My PI needs to receive grants to earn tenure.  She doesn’t know where to start, but she is passionate about her research.  She is a superhero (minus the cape and spandex, thankfully) who is going to save the world; it’s great.  The problem is that no one awards funds on what she focuses.  When we finally find an opportunity, we realize that the deadline was last week, so we search some more.  We spend eons building a team, holding meetings, and calling program officers before the whole thing falls apart.

We start over.

There are egos and expectations to manage, not to mention the fact that I know nothing about genetics.  We write our proposals and we revise, until I can’t bear the thought of rejection (or having to read the thing again).  We are inevitably late getting to sponsored programs, though we know better, because we want our proposal to be perfect.
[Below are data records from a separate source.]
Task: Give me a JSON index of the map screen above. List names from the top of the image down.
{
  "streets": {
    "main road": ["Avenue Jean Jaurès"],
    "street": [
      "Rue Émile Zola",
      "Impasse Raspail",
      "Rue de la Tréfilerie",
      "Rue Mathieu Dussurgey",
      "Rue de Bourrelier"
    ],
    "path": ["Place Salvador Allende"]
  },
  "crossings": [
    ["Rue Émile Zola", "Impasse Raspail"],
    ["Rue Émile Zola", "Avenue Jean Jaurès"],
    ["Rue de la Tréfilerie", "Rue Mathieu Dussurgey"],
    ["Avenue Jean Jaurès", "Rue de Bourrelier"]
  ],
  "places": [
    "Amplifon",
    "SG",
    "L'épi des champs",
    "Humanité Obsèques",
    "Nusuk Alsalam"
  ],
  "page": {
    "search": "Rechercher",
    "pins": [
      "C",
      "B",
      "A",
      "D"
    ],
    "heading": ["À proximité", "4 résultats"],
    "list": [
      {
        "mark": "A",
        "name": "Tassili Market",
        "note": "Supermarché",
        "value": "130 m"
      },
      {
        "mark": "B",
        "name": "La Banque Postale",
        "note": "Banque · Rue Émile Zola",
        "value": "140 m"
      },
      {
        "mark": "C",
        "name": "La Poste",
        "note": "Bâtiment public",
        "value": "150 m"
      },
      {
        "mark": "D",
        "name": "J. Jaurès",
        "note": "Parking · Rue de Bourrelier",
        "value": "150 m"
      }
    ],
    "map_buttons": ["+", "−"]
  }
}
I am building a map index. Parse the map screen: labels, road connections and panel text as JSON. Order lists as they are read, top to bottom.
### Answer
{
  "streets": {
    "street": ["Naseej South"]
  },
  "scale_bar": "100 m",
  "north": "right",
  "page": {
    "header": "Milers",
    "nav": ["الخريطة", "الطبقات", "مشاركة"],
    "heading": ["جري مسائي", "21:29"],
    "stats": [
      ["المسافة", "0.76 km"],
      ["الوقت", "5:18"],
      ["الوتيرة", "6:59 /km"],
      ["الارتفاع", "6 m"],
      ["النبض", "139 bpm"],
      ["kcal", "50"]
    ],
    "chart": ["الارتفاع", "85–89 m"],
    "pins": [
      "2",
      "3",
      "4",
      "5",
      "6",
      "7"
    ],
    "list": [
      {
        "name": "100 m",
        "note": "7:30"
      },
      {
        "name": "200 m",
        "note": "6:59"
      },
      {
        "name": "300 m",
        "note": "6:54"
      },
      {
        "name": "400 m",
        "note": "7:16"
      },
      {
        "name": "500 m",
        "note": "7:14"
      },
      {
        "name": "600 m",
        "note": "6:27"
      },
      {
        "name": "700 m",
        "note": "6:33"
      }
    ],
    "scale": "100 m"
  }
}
Then, just when we think we’re finished, OSP says “You can’t do that, it’ll have to come out,” usually referring to some element that the PI thinks is critical, and back to the drawing board we go!

After eight years, I get to see the process from the other side, and realize that both groups have the same question: “What is wrong with those people?”

The answer, of course, is nothing at all.  It takes a dedicated team of very different kinds of people to make this whole grant thing work.  If it weren’t for the sponsored programs types, we’d send out non-compliant proposals with wonky budgets and we’d never get funded.  If it weren’t for the proposal development types, some faculty would never apply in the first place.   And if it weren’t for faculty, there would be neither sponsored programs nor proposal development, not to mention the world-saving research we’re all working toward.

Ultimately, we need each other, as we’re all on the same team.  On deadline day, though, it can be hard to tell.